=== Begin Enclosure ===

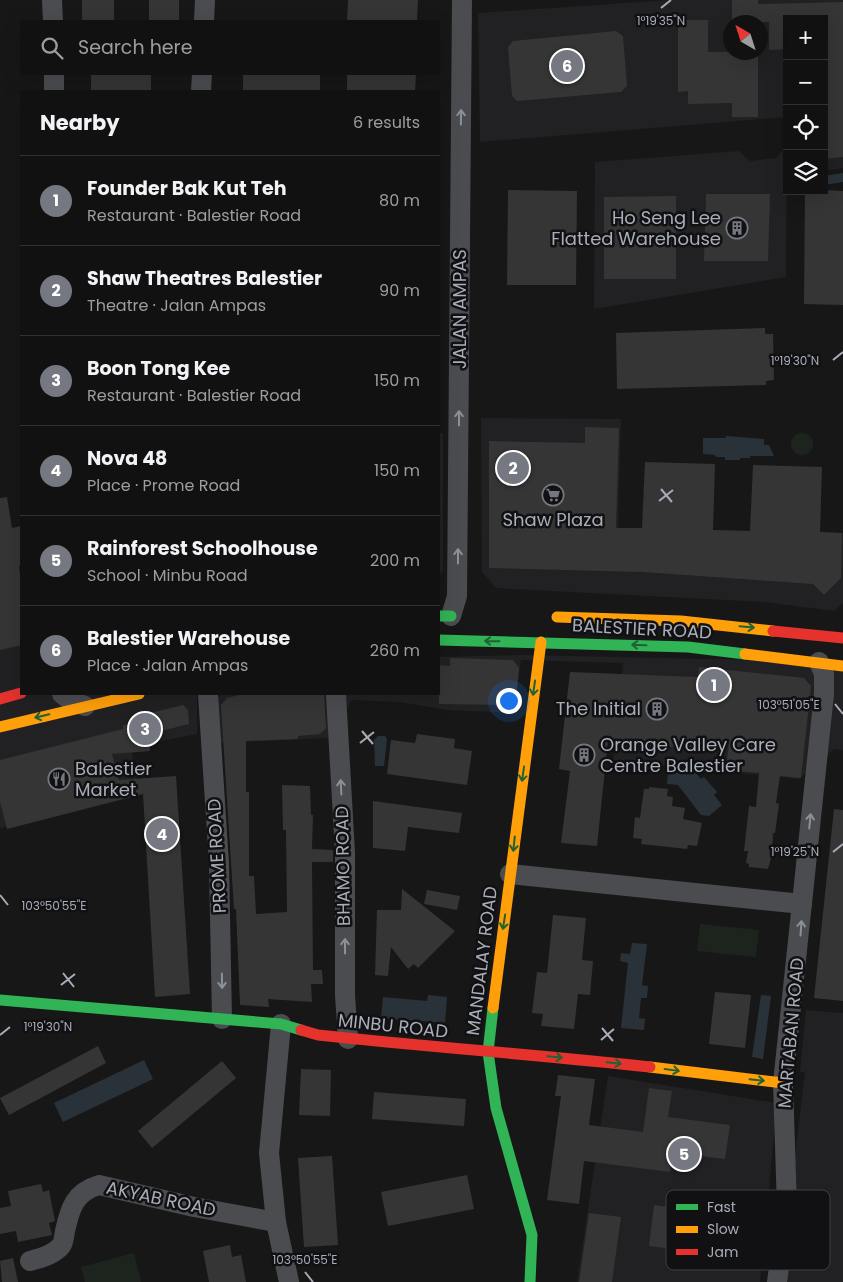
<!DOCTYPE html>
<meta charset="utf-8">
<style>
:root{--surface:#111;--page:#1a1a1a;--text:#f1f3f6;--muted:#9c9d9f;--line:#303131;--accent:#757880}
body{margin:0;font-family:Poppins,sans-serif;background:var(--page);color:var(--text)}
.controls{position:absolute;right:15px;top:15px;display:grid;overflow:hidden;border-radius:0px;box-shadow:0 5px 20px #0002}
.controls button{width:45px;height:45px;display:grid;place-items:center;padding:0;border:0;border-bottom:1px solid var(--line);background:var(--surface);color:var(--text);font:25px sans-serif}
.compass{position:absolute;left:723px;top:15px;width:45px;height:45px;border-radius:50%;background:var(--surface);box-shadow:0 5px 20px #0002;rotate:321deg}
.you{position:absolute;left:508px;top:700px;width:18px;height:18px;margin:-12px;border:4px solid #fff;border-radius:50%;background:#1a73e8;box-shadow:0 0 0 8px #1a73e833}
.badge{display:grid;place-items:center;width:32px;height:32px;border-radius:50%;background:var(--accent);color:#fff;font-size:16px;font-weight:700}
.pin{position:absolute;translate:-50% -50%;border:2px solid #fff;box-shadow:0 1px 5px #0006}
.list{margin:0;padding:0;list-style:none}
h2{display:flex;justify-content:space-between;align-items:center;height:65px;margin:0;padding:0 20px;font-size:21px}
h2 small{font-size:16px;font-weight:400;color:var(--muted)}
.list li{display:grid;grid-template-columns:32px 1fr auto;gap:15px;align-items:center;box-sizing:border-box;height:90px;padding:0 20px;border-top:1px solid var(--line)}
.list b{display:block;font-size:19px;white-space:nowrap}
.list p{margin:0;font-size:16px;white-space:nowrap;color:var(--muted)}
.list em{font-size:16px;font-style:normal;color:var(--muted)}
.icon{flex:none;width:28px;height:28px;fill:none;stroke:currentColor;stroke-width:2;stroke-linecap:round;stroke-linejoin:round}
.map{position:relative;flex:none;width:843px;height:1282px;overflow:hidden}
.search{position:absolute;background:var(--surface);box-shadow:0 5px 20px #0002;left:20px;top:20px;width:420px;height:55px;display:flex;align-items:center;gap:12px;box-sizing:border-box;padding:0 18px;border-radius:0px;color:var(--muted);font-size:19px}
.panel{position:absolute;background:var(--surface);box-shadow:0 5px 20px #0002;left:20px;top:90px;width:420px;height:605px;border-radius:0px}
.map>svg:first-child{display:block}
</style>
<div class="map">
<svg width="843" height="1282" viewBox="0 0 843 1282">
<rect width="100%" height="100%" fill="#171717"/>
<g fill="#212123" fill-rule="evenodd">
<path d="M670 0H843V168L824 171V19H787V117L480 142 478 13ZM730 22H760V52H730Z"/>
<polygon points="787,145 786,277 594,309 595,162 739,151 750,161 776,158"/>
<polygon points="481,418 621,419 618,528 843,533 843,603 834,611 764,602 496,588 482,572"/>
<polygon points="439,433 443,433 443,571 439,576"/>
<polygon points="21,603 21,694 197,694 197,734 131,747 140,794 0,828 0,608"/>
<polygon points="521,655 843,662 843,750 834,749 799,779 613,760 623,663 521,660 514,713 448,710 399,702 352,700 327,738 217,743 215,703 221,694 439,694 439,657"/>
<polygon points="806,1010 843,1013 843,1282 780,1282 805,1072 800,1072"/>
<polygon points="608,1076 777,1103 760,1282 577,1282"/>
</g>
<g fill="#1d241e">
<circle cx="802" cy="444" r="11"/>
<polygon points="700,924 759,930 756,957 697,951"/>
<polygon points="134,1253 141,1282 85,1282 81,1267"/>
</g>
<g fill="#2a3239">
<polygon points="843,173 843,182 824,185 824,176"/>
<polygon points="726,436 764,439 764,445 769,445 774,456 750,456 750,458 740,458 740,460 725,460 725,457 716,457 715,455 703,454 703,438 726,438"/>
<polygon points="378,736 385,736 387,739 384,766 375,766 374,740"/>
<polygon points="668,770 696,773 701,779 704,777 717,792 714,795 722,805 709,816 701,815 678,785 667,784"/>
<polygon points="632,943 647,944 642,985 648,986 647,998 641,998 639,1018 645,1019 644,1030 621,1028 628,963 620,961 621,953 630,954"/>
<polygon points="428,995 447,997 445,1023 381,1018 383,997 427,1001"/>
<polygon points="761,995 771,996 763,1059 752,1057"/>
<polygon points="144,1060 153,1079 63,1122 54,1103"/>
</g>
<g fill="#353536">
<rect x="82" y="0" width="32" height="21"/>
<rect x="149" y="0" width="30" height="21"/>
<polygon points="348,0 418,0 417,21 347,21"/>
<polygon points="732,0 758,0 758,4 843,2 843,157 824,159 824,19 787,19 787,49 769,50 769,22 732,22"/>
<polygon points="678,20 708,20 708,52 758,52 758,117 732,117 732,103 688,104 688,91 678,92"/>
<polygon points="616,31 623,36 627,86 621,92 517,101 512,96 508,47 513,41"/>
<rect x="91" y="74" width="60" height="17"/>
<rect x="243" y="74" width="77" height="17"/>
<polygon points="347,74 416,74 415,91 347,91"/>
<polygon points="508,190 577,191 576,285 507,285"/>
<polygon points="824,190 843,191 843,305 804,304 805,192 819,193"/>
<polygon points="706,194 770,194 768,261 704,261"/>
<polygon points="676,196 676,279 604,279 604,197"/>
<polygon points="765,328 765,334 773,334 774,380 766,381 766,385 617,389 616,333"/>
<polygon points="585,427 619,428 616,528 642,528 645,462 715,464 713,530 750,531 753,465 822,467 820,532 842,533 841,578 824,595 813,584 642,572 489,568 489,441 585,443"/>
<polygon points="7,497 12,528 21,526 21,566 19,566 21,582 21,645 0,650 0,498"/>
<polygon points="450,658 513,660 519,668 516,698 507,705 439,704 439,665 450,666"/>
<polygon points="699,667 804,678 811,686 801,778 780,776 776,803 779,804 775,833 773,833 772,855 768,869 749,867 749,864 746,863 748,851 744,851 749,806 756,807 759,773 726,770 729,741 710,748 691,746 691,749 608,740 597,846 561,843 570,771 559,769 570,672 698,677"/>
<polygon points="243,694 324,694 326,728 320,734 298,736 298,739 246,741 246,792 249,792 249,876 254,876 256,914 287,912 286,830 283,830 282,785 310,786 311,815 313,815 312,849 333,850 333,862 312,862 313,970 322,970 323,984 311,984 312,1002 268,999 269,1007 240,1005 236,909 234,909 221,705 227,698"/>
<polygon points="183,705 188,710 189,724 149,734 150,751 112,754 119,780 176,776 190,994 155,997 143,794 7,829 0,802 0,760 123,729 123,725 138,724 138,716"/>
<polygon points="417,734 455,739 454,748 472,751 467,785 387,774 391,740 415,743"/>
<polygon points="649,787 668,789 667,796 673,797 672,806 685,808 683,819 702,823 697,846 688,845 687,849 641,844 642,839 633,838 635,817 640,818 644,789 649,789"/>
<polygon points="373,801 462,813 459,833 408,827 405,851 373,848"/>
<polygon points="834,809 843,810 843,1001 814,998"/>
<polygon points="402,889 455,931 418,968 414,964 408,969 391,947 388,976 375,975 377,910 401,910"/>
<polygon points="427,890 460,896 457,910 424,904"/>
<polygon points="553,915 586,918 582,960 593,961 590,995 578,994 574,1029 541,1026 543,1014 532,1013 537,972 547,973"/>
<polygon points="715,992 751,995 745,1048 709,1044"/>
<polygon points="98,1046 106,1063 9,1115 0,1098"/>
<polygon points="222,1061 236,1078 152,1148 138,1131"/>
<polygon points="301,1069 331,1070 330,1116 299,1115"/>
<polygon points="558,1075 595,1079 589,1125 643,1132 649,1088 672,1091 668,1117 730,1125 725,1159 672,1153 670,1172 584,1161 579,1204 547,1200 561,1096 555,1096"/>
<polygon points="374,1092 466,1099 464,1126 372,1119"/>
<polygon points="332,1156 338,1245 304,1247 298,1158"/>
<polygon points="467,1175 474,1209 388,1226 381,1192"/>
<polygon points="41,1184 43,1192 49,1190 55,1221 49,1223 52,1235 18,1242 16,1231 0,1234 0,1208 11,1206 8,1191"/>
<polygon points="654,1205 728,1215 727,1226 734,1227 732,1243 725,1242 723,1255 649,1246"/>
<polygon points="589,1213 621,1217 612,1282 579,1282"/>
<polygon points="230,1245 232,1257 241,1255 246,1282 209,1282 203,1251"/>
<polygon points="13,1258 18,1282 2,1282 0,1261"/>
</g>
<g fill="none" stroke-linecap="round" stroke-linejoin="round">
<g stroke="#4b4c50" stroke-width="20">
<polyline points="52,0 53,21"/>
<polyline points="204,21 205,0"/>
<polyline points="54,74 54,91"/>
<polyline points="201,91 202,74"/>
<polyline points="451,616 457,596 462,0"/>
<polyline points="62,694 70,700 85,706"/>
<polyline points="208,694 219,864 222,1019"/>
<polyline points="336,694 345,853 345,995 348,1039"/>
<polyline points="510,874 802,904"/>
<polyline points="281,1024 269,1153 276,1222 289,1282"/>
<path d="M30 1261C41 1258 53 1255 61 1246 64 1242 64 1236 65 1231 70 1208 75 1192 99 1185L194 1207 276 1222"/>
<polyline points="777,1282 787,1208 783,1083 824,694 824,674 819,662"/>
</g>
<g stroke="#30b455" stroke-width="11">
<polyline points="439,616 451,616"/>
<polyline points="439,640 688,647 745,654"/>
<polyline points="0,1000 281,1024 301,1030"/>
<polyline points="493,1008 488,1052 496,1108 532,1235 530,1282"/>
</g>
<g stroke="#ff9f0a" stroke-width="11">
<polyline points="557,617 681,621 773,631"/>
<polyline points="745,654 843,666"/>
<polyline points="0,727 139,694"/>
<polyline points="493,1008 541,642"/>
<polyline points="650,1067 783,1083"/>
</g>
<g stroke="#e5322d" stroke-width="11">
<polyline points="773,631 843,638"/>
<polyline points="0,699 21,693"/>
<path d="M301 1030 318 1035C429 1047 540 1055 650 1067"/>
</g>
</g>
<defs><path id="oneway-shaft" d="M-6 0H5M1.5-3L5.5 0L1.5 3" fill="none" stroke-width="1.6" stroke-linecap="round" stroke-linejoin="round" transform="scale(1.25)"/></defs>
<g stroke="#8c9099">
<use href="#oneway-shaft" transform="translate(461 117) rotate(-89)"/>
<use href="#oneway-shaft" transform="translate(459 418) rotate(-90)"/>
<use href="#oneway-shaft" transform="translate(458 556) rotate(-90)"/>
<use href="#oneway-shaft" transform="translate(341 787) rotate(-93)"/>
<use href="#oneway-shaft" transform="translate(810 821) rotate(-84)"/>
<use href="#oneway-shaft" transform="translate(801 928) rotate(-86)"/>
<use href="#oneway-shaft" transform="translate(345 946) rotate(-90)"/>
<use href="#oneway-shaft" transform="translate(222 981) rotate(89)"/>
</g>
<g stroke="#206234">
<use href="#oneway-shaft" transform="translate(747 627) rotate(5)"/>
<use href="#oneway-shaft" transform="translate(492 641) rotate(-179)"/>
<use href="#oneway-shaft" transform="translate(639 645) rotate(-178)"/>
<use href="#oneway-shaft" transform="translate(534 688) rotate(98)"/>
<use href="#oneway-shaft" transform="translate(42 716) rotate(166)"/>
<use href="#oneway-shaft" transform="translate(523 774) rotate(98)"/>
<use href="#oneway-shaft" transform="translate(514 844) rotate(96)"/>
<use href="#oneway-shaft" transform="translate(504 922) rotate(99)"/>
<use href="#oneway-shaft" transform="translate(555 1057) rotate(5)"/>
<use href="#oneway-shaft" transform="translate(614 1063) rotate(6)"/>
<use href="#oneway-shaft" transform="translate(672 1070) rotate(8)"/>
<use href="#oneway-shaft" transform="translate(757 1080) rotate(6)"/>
</g>
<path fill="none" stroke="#a8adb8" stroke-width="2" d="M661 8 671 0M833 360 843 352M661 489 672 502M659 501 673 490M835 704 843 714M362 731 373 744M360 743 374 732M833 852 843 844M0 895 8 905M63 973 74 987M61 985 75 974M602 1028 613 1041M0 1035 10 1027M601 1040 614 1029M305 1272 313 1282"/>
<defs>
<g id="building-ring" transform="scale(1.125)"><circle r="9.5" fill="#111113" stroke="#757880" stroke-width="1.5"/><path d="M-4-6H4V6H1V3H-1V6H-4ZM-2.5-4.3h1.7v1.8h-1.7ZM.8-4.3h1.7v1.8H.8ZM-2.5-1h1.7V.8h-1.7ZM.8-1h1.7V.8H.8Z" fill="#757880"/></g>
<g id="supermarket-ring" transform="scale(1.125)"><circle r="9.5" fill="#111113" stroke="#757880" stroke-width="1.5"/><path d="M-6-5.5h2.5l.6 2H6L4.5 2H-2.5L-4.4-4H-6ZM-1.5 3.2a1.3 1.3 0 1 0 .1 0ZM3 3.2a1.3 1.3 0 1 0 .1 0Z" fill="#757880"/></g>
<g id="restaurant-ring" transform="scale(1.125)"><circle r="9.5" fill="#111113" stroke="#757880" stroke-width="1.5"/><path d="M-5-6h1v4h1v-4h1v4h1v-4h1v5L-1.5 .5V6h-2V.5L-5-1ZM5-6V6H3V1.5H1.5Q1.5-4 5-6Z" fill="#757880"/></g>
</defs>
<g fill-rule="evenodd">
<use href="#building-ring" x="737" y="228"/>
<use href="#supermarket-ring" x="553" y="495"/>
<use href="#building-ring" x="657" y="709"/>
<use href="#building-ring" x="584" y="755"/>
<use href="#restaurant-ring" x="59" y="779"/>
</g>
<g text-anchor="middle" stroke-width="5" stroke-linejoin="round" paint-order="stroke">
<g font-size="18" fill="#a8adb8" stroke="#111113" text-anchor="end">
<text x="721" y="224">Ho Seng Lee<tspan x="721" dy="21">Flatted Warehouse</tspan></text>
<text x="553" y="526" text-anchor="middle">Shaw Plaza</text>
<text x="641" y="715">The Initial</text>
<text x="600" y="751" text-anchor="start">Orange Valley Care<tspan x="600" dy="21">Centre Balestier</tspan></text>
<text x="75" y="775" text-anchor="start">Balestier<tspan x="75" dy="21">Market</tspan></text>
</g>
<g font-size="18" fill="#a8adb8" stroke="#111113">
<text transform="translate(460 309) rotate(-90)" y="6">JALAN AMPAS</text>
<text transform="translate(642 629) rotate(3)" y="6">BALESTIER ROAD</text>
<text transform="translate(217 856) rotate(-93)" y="6">PROME ROAD</text>
<text transform="translate(343 866) rotate(-91)" y="6">BHAMO ROAD</text>
<text transform="translate(482 961) rotate(-83)" y="6">MANDALAY ROAD</text>
<text transform="translate(393 1026) rotate(6)" y="6">MINBU ROAD</text>
<text transform="translate(791 1033) rotate(-85)" y="6">MARTABAN ROAD</text>
<text transform="translate(161 1199) rotate(12)" y="6">AKYAB ROAD</text>
</g>
</g>
<rect x="666" y="1190" width="164" height="80" rx="8" fill="#111113" stroke="#3e4045" stroke-width="1"/>
<rect x="676" y="1204" width="22" height="6" fill="#30b455"/>
<rect x="676" y="1226" width="22" height="7" fill="#ff9f0a"/>
<rect x="676" y="1249" width="22" height="6" fill="#e5322d"/>
<g font-size="14" fill="#a8adb8">
<text x="707" y="1212">Fast</text>
<text x="707" y="1234">Slow</text>
<text x="707" y="1257">Jam</text>
</g>
<g font-size="12" text-anchor="middle" fill="#a8adb8" stroke="#111113" stroke-width="5" stroke-linejoin="round" paint-order="stroke">
<text x="661" y="25">1°19'35"N</text>
<text x="795" y="365">1°19'30"N</text>
<text x="789" y="709">103°51'05"E</text>
<text x="795" y="856">1°19'25"N</text>
<text x="54" y="910">103°50'55"E</text>
<text x="48" y="1031">1°19'30"N</text>
<text x="305" y="1264">103°50'55"E</text>
</g>
</svg>
<div class="controls">
<button>+</button>
<button>−</button>
<button><svg class="icon" aria-label="locate" viewBox="0 0 24 24"><circle cx="12" cy="12" r="6"/><path d="M12 2v4M12 18v4M2 12h4M18 12h4"/></svg></button>
<button><svg class="icon" aria-label="layers" viewBox="0 0 24 24"><path d="M12 4l9 5-9 5-9-5zM3 14l9 5 9-5"/></svg></button>
</div>
<svg class="compass" viewBox="-18 -18 36 36"><path d="M0-13l5 13h-10z" fill="#e53935"/><path d="M0 13l5-13h-10z" fill="#9c9d9f"/></svg>
<div class="you"></div>
<div class="pin badge" style="left:714px;top:685px">1</div>
<div class="pin badge" style="left:513px;top:468px">2</div>
<div class="pin badge" style="left:145px;top:729px">3</div>
<div class="pin badge" style="left:162px;top:834px">4</div>
<div class="pin badge" style="left:684px;top:1154px">5</div>
<div class="pin badge" style="left:567px;top:66px">6</div>
<div class="search"><svg class="icon" aria-label="search" viewBox="0 0 24 24"><circle cx="10" cy="10" r="6"/><path d="M15 15l6 6"/></svg>Search here</div>
<section class="panel">
<h2>Nearby<small>6 results</small></h2>
<ul class="list">
<li><span class="badge">1</span><div><b>Founder Bak Kut Teh</b><p>Restaurant · Balestier Road</p></div><em>80 m</em></li>
<li><span class="badge">2</span><div><b>Shaw Theatres Balestier</b><p>Theatre · Jalan Ampas</p></div><em>90 m</em></li>
<li><span class="badge">3</span><div><b>Boon Tong Kee</b><p>Restaurant · Balestier Road</p></div><em>150 m</em></li>
<li><span class="badge">4</span><div><b>Nova 48</b><p>Place · Prome Road</p></div><em>150 m</em></li>
<li><span class="badge">5</span><div><b>Rainforest Schoolhouse</b><p>School · Minbu Road</p></div><em>200 m</em></li>
<li><span class="badge">6</span><div><b>Balestier Warehouse</b><p>Place · Jalan Ampas</p></div><em>260 m</em></li>
</ul>
</section>
</div>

=== End Enclosure ===

■ **Exercise details**:
Select all lines in the listing above where the word "radius" appears, and show them.

■ **Solved problem**:
.controls{position:absolute;right:15px;top:15px;display:grid;overflow:hidden;border-radius:0px;box-shadow:0 5px 20px #0002}
.compass{position:absolute;left:723px;top:15px;width:45px;height:45px;border-radius:50%;background:var(--surface);box-shadow:0 5px 20px #0002;rotate:321deg}
.you{position:absolute;left:508px;top:700px;width:18px;height:18px;margin:-12px;border:4px solid #fff;border-radius:50%;background:#1a73e8;box-shadow:0 0 0 8px #1a73e833}
.badge{display:grid;place-items:center;width:32px;height:32px;border-radius:50%;background:var(--accent);color:#fff;font-size:16px;font-weight:700}
.search{position:absolute;background:var(--surface);box-shadow:0 5px 20px #0002;left:20px;top:20px;width:420px;height:55px;display:flex;align-items:center;gap:12px;box-sizing:border-box;padding:0 18px;border-radius:0px;color:var(--muted);font-size:19px}
.panel{position:absolute;background:var(--surface);box-shadow:0 5px 20px #0002;left:20px;top:90px;width:420px;height:605px;border-radius:0px}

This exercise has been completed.